Happily, there are signs that relations between the Holy See and the Moscow Patriarchate are improving. This trend will be aided and abetted to the extent that the United States, Europe and Russia work toward a full-fledged entente, and harmed to the extent that they support such hair-brained schemes as recognizing the "independence" of Kosovo at the expense of one of the ancient Christian nations of Europe.

Various Russian leaders have evoked the theme of entente cordiale and European moral and spiritual revival, but only obliquely and episodically. One thinks of president Putin at the EU summit in Finland calling on Europe to safeguard Christianity, of Foreign Minister Sergei Lavrov's call for an international order based on the classical virtues and the Sermon on the Mount in his important article "Containing Russia-Back to the Future," and of Mikhail Gorbachev's theme of "our common European home."

Time has come for Russia to make this theme the centerpiece of its public diplomacy efforts. It will win Russia many friends in the United States, Europe and the world over. It could prove, literally, disarming.

Eventually the West will come to its senses and see Russia (the East) for what it is-the key to global peace and security, and the restoration European civilization. This may seem far-fetched now, but we must have the audacity to hope.


Professor Stephan Blank, the U.S. Army War College, Carlyle Barracks, PA:

It is unlikely that Russia will simply accept Bush's proposals as such -- there will be a dialogue and negotiations before there is any resolution. But Russia cannot count on an Obama victory or on his undertaking a sweeping review that would work for Russia’s interests. One should remember that Clinton ended the discussions on a joint missile defense that might have precluded the current dispute. But the fact is that neither the missile defense program nor arms control agreements represent threats to Russia. The administration has said all along that Russia is not seen as an enemy, and that both sides should build their nuclear arsenals according to their own calculations of interest. Moscow insists on this formal agreement because it cannot conceive of a relationship with Washington that is not hostile.

In other words, Russian security policy begins with an inherent presupposition of enemies, and can only accept a mutual deterrence relationship. At the end of the day, whatever Washington does, Moscow will have to change its obsession with parity and status and accept the realties of its capabilities and the limits to them, just as America has to.
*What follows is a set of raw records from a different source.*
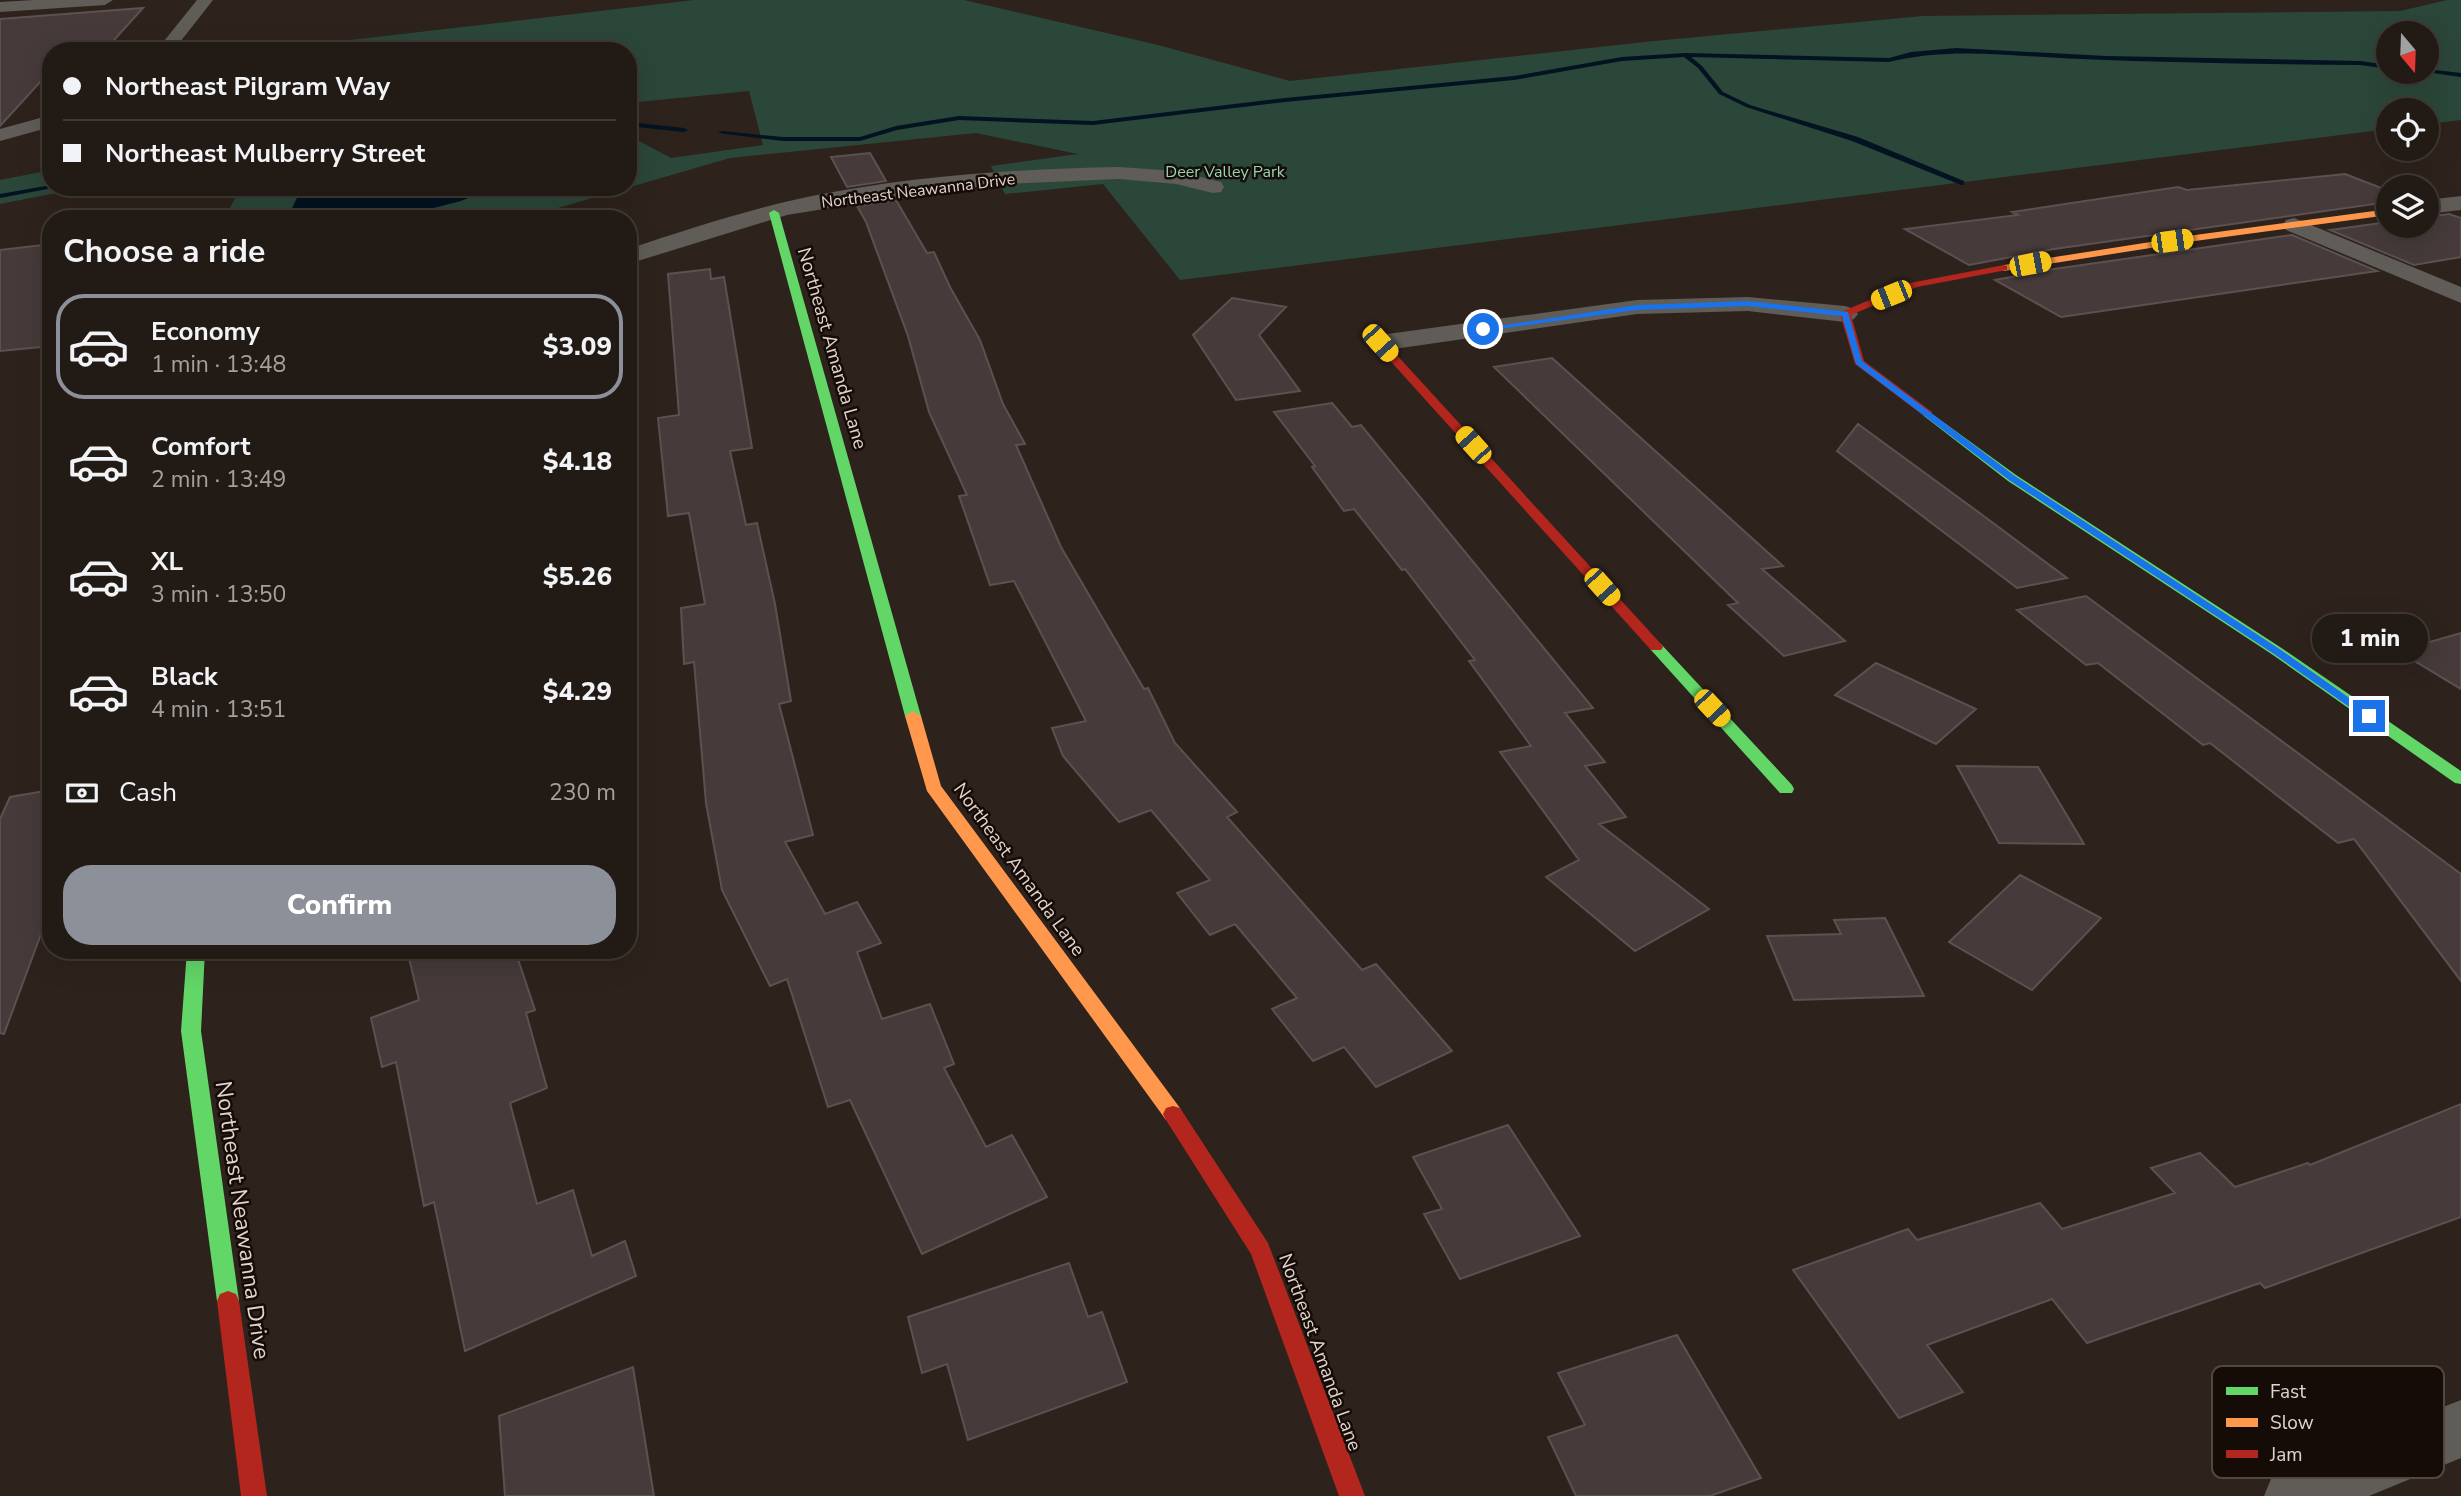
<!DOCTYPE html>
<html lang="en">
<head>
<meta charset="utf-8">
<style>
  :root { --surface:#221a15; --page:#2a231e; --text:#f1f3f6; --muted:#a2a1a0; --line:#3f3834; --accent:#8c9099 }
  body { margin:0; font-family:"Nunito Sans",sans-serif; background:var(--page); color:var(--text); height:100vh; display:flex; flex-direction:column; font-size:26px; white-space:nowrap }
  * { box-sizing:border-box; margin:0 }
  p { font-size:23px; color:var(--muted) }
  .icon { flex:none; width:38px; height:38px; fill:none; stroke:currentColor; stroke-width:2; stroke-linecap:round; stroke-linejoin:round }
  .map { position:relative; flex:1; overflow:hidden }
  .details { position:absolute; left:42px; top:210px; width:595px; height:749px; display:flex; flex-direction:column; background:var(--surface); border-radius:28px; box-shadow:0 7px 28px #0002,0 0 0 2px var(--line) }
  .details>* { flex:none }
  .top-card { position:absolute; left:42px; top:42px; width:595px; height:154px; border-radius:28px; box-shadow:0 7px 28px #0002,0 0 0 2px var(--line); display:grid; align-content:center; height:154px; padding:0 21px; background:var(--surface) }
  .needle { width:46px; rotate:161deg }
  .controls { position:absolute; left:2376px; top:21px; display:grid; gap:14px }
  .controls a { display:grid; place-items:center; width:63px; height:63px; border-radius:50%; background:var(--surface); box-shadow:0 7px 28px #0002,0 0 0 2px var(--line); font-size:35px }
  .end { position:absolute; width:32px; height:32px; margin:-16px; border:9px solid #1a73e8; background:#fff; box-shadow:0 0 0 4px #fff }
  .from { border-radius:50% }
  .bubble { position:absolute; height:49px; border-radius:24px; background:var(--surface); box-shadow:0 7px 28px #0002,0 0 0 2px var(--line); font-size:23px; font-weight:800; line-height:49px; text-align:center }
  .car { position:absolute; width:21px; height:42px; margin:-21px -10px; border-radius:9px; box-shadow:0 0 5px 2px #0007; background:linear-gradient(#f5c518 24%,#345 0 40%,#f5c518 0 76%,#345 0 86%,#f5c518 0) }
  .top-card b { display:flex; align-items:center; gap:24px; height:66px; font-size:26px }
  .top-card b+b { border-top:2px solid var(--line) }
  .top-card i { width:18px; height:18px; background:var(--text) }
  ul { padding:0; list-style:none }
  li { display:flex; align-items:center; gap:21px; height:105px; margin:0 14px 10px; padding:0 7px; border:4px solid transparent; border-radius:28px }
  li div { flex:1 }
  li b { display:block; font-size:26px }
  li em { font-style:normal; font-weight:800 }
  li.current { border-color:var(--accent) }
  li>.icon { width:63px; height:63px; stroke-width:1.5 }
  h2 { padding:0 21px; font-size:32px; line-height:84px }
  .pay { display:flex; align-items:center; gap:18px; height:77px; padding:0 21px; font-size:26px }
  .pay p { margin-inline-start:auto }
  .button { display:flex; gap:14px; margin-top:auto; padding:14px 21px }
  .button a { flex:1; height:80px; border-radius:28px; background:var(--accent); color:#fff; font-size:28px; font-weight:800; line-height:80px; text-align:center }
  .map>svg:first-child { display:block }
  .green { fill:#2b4739; fill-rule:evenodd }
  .water { fill:#041321 }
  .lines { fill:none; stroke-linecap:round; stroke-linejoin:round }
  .stream { fill:#041321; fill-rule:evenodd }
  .building { fill:#463a3a; stroke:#5c5151; stroke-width:2 }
  .street { fill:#605c57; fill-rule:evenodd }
  .fast { fill:#63d668; fill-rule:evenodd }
  .slow { fill:#ff974d; fill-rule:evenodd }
  .jam { fill:#b3261e; fill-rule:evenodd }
  .route { fill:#1a73e8 }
  .labels { text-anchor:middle; stroke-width:5; stroke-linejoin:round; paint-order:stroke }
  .far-park-label { font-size:16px; fill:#93d5b4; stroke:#150b07 }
  .far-street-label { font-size:16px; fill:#e3d3cd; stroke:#150b07 }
  .street-label { font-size:19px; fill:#e3d3cd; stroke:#150b07 }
  .near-street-label { font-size:23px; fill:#e3d3cd; stroke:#150b07 }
  .key { fill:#150b07; stroke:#534742; stroke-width:2 }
  .key-label { font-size:19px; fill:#e3d3cd }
</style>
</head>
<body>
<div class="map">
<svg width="2461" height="1496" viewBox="0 0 2461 1496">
  <rect width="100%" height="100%" fill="#2e221c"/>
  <path class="green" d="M694 0H964L1158 45 1290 81 1654 41 1923 16 2400 11 2447 0H2461V120L2427 124V110H2389V129L1180 280 1103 184 1005 194 991 166 1078 154 976 133 730 158 520 219H224L241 187H628V135L671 158 763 145 749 91 628 103V51H288L290 47ZM2389 33H2427V72H2389Z
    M51 170V187H87L0 204V180Z"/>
  <path class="water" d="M302 187H494L461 201 391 219H287Z"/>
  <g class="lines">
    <path class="stream" d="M1956 48 2106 56 2360 61 2389 65V69L2360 65C2267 64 2174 63 2081 59 2016 57 1953 46 1889 62L1691 57 1702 66 1723 92 1750 105 1858 137 1964 181V185H1961L1852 141 1746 107 1719 94 1698 68 1684 57 1622 61 1514 80 1285 102 1093 125 959 120 897 130 860 141H783L718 133 722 131 783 137H860L896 126 959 116 1093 121 1285 98 1514 76 1622 57 1685 53 1889 58 1911 52Z
      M2427 69 2461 73V77L2425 72Z
      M628 122 684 128 688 130 684 132 628 126Z
      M51 185V187H58L0 198V194Z"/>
  </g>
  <path class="building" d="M143 8 105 50 51 51V70L0 126V19Z
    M870 153 886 181 847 187 831 157Z
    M2345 174 2389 191V202L2054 249 1969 265 1905 229 2018 215 2012 212 2178 187 2187 190Z
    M896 200 927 253 934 252 950 287 980 340 1003 404 1025 444 1016 445 1061 547 1144 689 1148 688 1175 743 1237 812 1227 817 1362 970 1376 964 1452 1051 1376 1087 1344 1047 1313 1061 1272 1009 1297 998 1235 924 1210 935 1177 893 1210 880 1151 810 1119 822 1063 756 1052 728 1086 721 1014 581 990 585 959 496 967 495 929 412 908 336 866 222 857 206Z
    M2449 214 2461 218V257L2414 265 2330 230 2389 222V226H2427V217Z
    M2292 235 2377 271 2061 317 1995 280 2054 269Z
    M51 244V346L0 351V250Z
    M710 269 711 279 724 277 752 448 730 451 746 525 757 523 775 604 791 701 779 704 813 835 785 842 825 914 857 902 881 943 857 952 882 1019 930 1004 954 1064 944 1068 986 1147 1012 1135 1047 1197 922 1254 850 1100 828 1107 787 979 770 986 722 890 706 803 694 662 684 664 681 608 705 604 689 513 668 516 658 418 679 415 668 274Z
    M1232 298 1286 307 1259 335 1300 391 1236 400 1193 335Z
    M1552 358 1783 566 1762 569 1845 641 1784 656 1728 605 1738 603 1494 367Z
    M1332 403 1352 427 1361 425 1593 708 1565 713 1605 762 1585 766 1626 817 1599 824 1709 909 1635 951 1546 877 1579 860 1500 752 1531 746 1469 661 1475 660 1405 569 1402 570 1354 509 1344 511 1312 467 1315 466 1274 412Z
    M1858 424 1981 514 2067 578 2017 588 1837 451Z
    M2086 596 2461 874V981L2354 839 2338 843 2210 743 2203 745 2098 663 2086 665 2017 610Z
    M2461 633V689L2398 651Z
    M1876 663 1976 709 1936 744 1835 695Z
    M1957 766 2038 767 2084 844 1999 843Z
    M51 790V932L41 934 4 1034 0 1033V819L10 797Z
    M2020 875 2101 918 2032 990 1949 942Z
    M1885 918 1924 996 1794 1000 1767 936 1841 934 1834 920Z
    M407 950H515L535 1010 526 1013 547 1088 510 1103 537 1204 573 1190 592 1256 625 1241 636 1276 465 1351 434 1202 424 1206 396 1062 382 1067 371 1018 419 1000Z
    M2461 1104V1217L2265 1288 2260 1283 2087 1343 2052 1299 1927 1345 1963 1392 1899 1418 1793 1270 1908 1229 1917 1240 2040 1203 2062 1229 2175 1193 2151 1168 2200 1153 2235 1187 2308 1163 2310 1165Z
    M1508 1125 1580 1236 1460 1279 1424 1214 1442 1209 1413 1157Z
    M1069 1263 1088 1317 1102 1312 1127 1382 968 1440 947 1364 922 1373 908 1317Z
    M1677 1335 1761 1478 1710 1496H1576L1548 1437 1585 1425 1558 1373Z
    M633 1367 654 1496H505L499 1416Z"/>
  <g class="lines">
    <path class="street" d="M34 0H113L105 5 0 12V2Z
      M197 0H213L173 51H156Z
      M51 115V127L0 141V129Z
      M1119 167 1176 171 1221 182 1224 187 1221 192 1213 193 1176 184 1119 179 1005 184 921 193 787 215 628 264V249C689 229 749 209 812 196 912 176 1016 169 1119 167Z
      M2461 196V210L2427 214V200Z
      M2294 218 2461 287V303L2286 230 2283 225 2286 220Z
      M1748 297 1845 306 1854 309 1858 314 1854 319 1845 322 1748 311 1637 314 1380 351 1371 349 1367 343 1371 337 1380 335 1637 300Z
      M2461 1400V1458L2369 1496H2264L2273 1474Z"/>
    <path class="fast" d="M774 210 779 213 921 716 918 719H908L905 716 769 213Z
      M1928 411 2016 475 2283 649 2461 771V784L2455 783 2273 655 2008 481 1924 416 1922 414Z
      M1656 643 1661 644 1792 785 1794 789 1792 793H1780L1651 650 1649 647 1651 644Z
      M187 950H205L201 1031 239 1301 236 1308 228 1311 220 1308 217 1301 181 1031Z"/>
    <path class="slow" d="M2389 209V215L2195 241 2004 271 1999 268 2004 265 2195 235Z
      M913 711 921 716 941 786 1180 1108 1183 1114 1180 1120 1173 1122 1166 1120 927 791 905 716Z"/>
    <path class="jam" d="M2004 265 2007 266V270L1917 287 1851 315 1864 361 1932 412V416H1924L1855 364 1840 314 1841 312 1910 283Z
      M1376 341H1384L1661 644 1663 647 1661 650H1651L1376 345Z
      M1173 1106 1180 1108 1268 1243 1365 1496H1339L1251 1254 1166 1120 1163 1114 1166 1108Z
      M228 1291 236 1294 239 1301 267 1496H241L217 1301 220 1294Z"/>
  </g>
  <path class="route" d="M1748 301 1848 312 1862 361 2015 476 2281 650 2375 716 2365 718 2274 654 2009 480 1856 364 1842 316 1748 306 1637 310 1483 331 1479 329 1637 305Z"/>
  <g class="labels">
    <g class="far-park-label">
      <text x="1225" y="177">Deer Valley Park</text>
    </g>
    <g class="far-street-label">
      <text transform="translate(918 190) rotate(-7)" y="6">Northeast Neawanna Drive</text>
    </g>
    <g class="street-label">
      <text transform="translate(833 348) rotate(74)" y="7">Northeast Amanda Lane</text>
      <text transform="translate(1020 869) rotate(54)" y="7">Northeast Amanda Lane</text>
      <text transform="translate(1321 1352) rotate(70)" y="7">Northeast Amanda Lane</text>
    </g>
    <g class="near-street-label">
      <text transform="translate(243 1220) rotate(82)" y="8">Northeast Neawanna Drive</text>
    </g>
  </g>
  <rect x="2212" y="1366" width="232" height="112" rx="10" class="key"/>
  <rect x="2226" y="1387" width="32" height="8" fill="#63d668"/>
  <rect x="2226" y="1418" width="32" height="9" fill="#ff974d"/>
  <rect x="2226" y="1450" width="32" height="8" fill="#b3261e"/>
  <g class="key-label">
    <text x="2270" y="1398">Fast</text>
    <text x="2270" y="1429">Slow</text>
    <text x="2270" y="1461">Jam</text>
  </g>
</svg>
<div class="controls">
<a><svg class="needle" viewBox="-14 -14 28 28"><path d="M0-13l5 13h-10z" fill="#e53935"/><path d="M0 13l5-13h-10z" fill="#a2a1a0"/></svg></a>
<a><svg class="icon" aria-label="locate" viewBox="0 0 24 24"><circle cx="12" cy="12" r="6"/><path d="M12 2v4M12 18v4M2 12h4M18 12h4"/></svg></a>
<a><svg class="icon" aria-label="layers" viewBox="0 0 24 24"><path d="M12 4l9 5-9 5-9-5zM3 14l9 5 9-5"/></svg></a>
</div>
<i class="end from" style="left:1483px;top:329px"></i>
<i class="end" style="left:2369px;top:716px"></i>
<div class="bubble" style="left:2312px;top:614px;width:116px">1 min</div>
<i class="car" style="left:2172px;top:241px;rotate:82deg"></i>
<i class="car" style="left:2030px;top:264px;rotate:79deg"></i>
<i class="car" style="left:1891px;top:295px;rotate:248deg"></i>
<i class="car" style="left:1380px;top:343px;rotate:138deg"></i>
<i class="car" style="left:1473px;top:445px;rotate:318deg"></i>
<i class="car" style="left:1602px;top:587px;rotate:138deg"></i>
<i class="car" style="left:1712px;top:708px;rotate:137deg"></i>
<div class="top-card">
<b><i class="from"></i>Northeast Pilgram Way</b>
<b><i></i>Northeast Mulberry Street</b>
</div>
<section class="details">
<h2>Choose a ride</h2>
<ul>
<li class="current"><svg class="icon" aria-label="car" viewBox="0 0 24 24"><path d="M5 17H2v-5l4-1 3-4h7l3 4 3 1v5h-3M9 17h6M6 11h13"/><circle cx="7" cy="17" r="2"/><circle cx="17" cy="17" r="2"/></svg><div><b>Economy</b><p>1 min · 13:48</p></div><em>$3.09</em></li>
<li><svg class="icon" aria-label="car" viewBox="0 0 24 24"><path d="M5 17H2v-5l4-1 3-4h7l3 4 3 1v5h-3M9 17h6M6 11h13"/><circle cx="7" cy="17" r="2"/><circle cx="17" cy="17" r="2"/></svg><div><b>Comfort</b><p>2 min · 13:49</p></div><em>$4.18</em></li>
<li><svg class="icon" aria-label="car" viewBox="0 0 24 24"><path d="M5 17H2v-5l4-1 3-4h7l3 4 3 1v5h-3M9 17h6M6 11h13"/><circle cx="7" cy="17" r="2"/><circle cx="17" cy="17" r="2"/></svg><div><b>XL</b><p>3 min · 13:50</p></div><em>$5.26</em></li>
<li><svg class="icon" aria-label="car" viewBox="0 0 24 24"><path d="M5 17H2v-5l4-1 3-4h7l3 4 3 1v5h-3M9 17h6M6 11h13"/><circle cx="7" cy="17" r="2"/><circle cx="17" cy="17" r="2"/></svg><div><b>Black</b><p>4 min · 13:51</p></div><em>$4.29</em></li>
</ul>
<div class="pay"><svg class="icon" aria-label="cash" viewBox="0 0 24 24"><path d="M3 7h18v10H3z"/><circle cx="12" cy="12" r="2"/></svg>Cash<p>230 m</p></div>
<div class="button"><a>Confirm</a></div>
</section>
</div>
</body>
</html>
If a serious arms control offer is on the table, it should be taken by Russia because this benefits its own interests.
Waiting for Obama or for whoever becomes president in the hope of a better deal fails to guarantee the essential steps toward demilitarizing the relationship with Washington and abandoning the ridiculous threat perceptions that the army and government have thrown up in favor of concentrating on real ones -- terrorism and proliferation, particularly from Iran.

Moscow's call for globalizing the INF treaty indicates where the real threats to it are--Iranian and Chinese and possibly Pakistani missiles, not the phantom of American missile defenses, which at any rate cannot target Russian missiles. Unfortunately Russia has no response to that missile proliferation threat other than to build new nuclear missiles of intermediate range, which would regenerate the European arms race.

A genuine arms control agreement with Washington would break at least some of the logjam created by the fact that Russia has postulated a threat assessment from Washington, for which unfortunately neither it nor anyone else has a solution.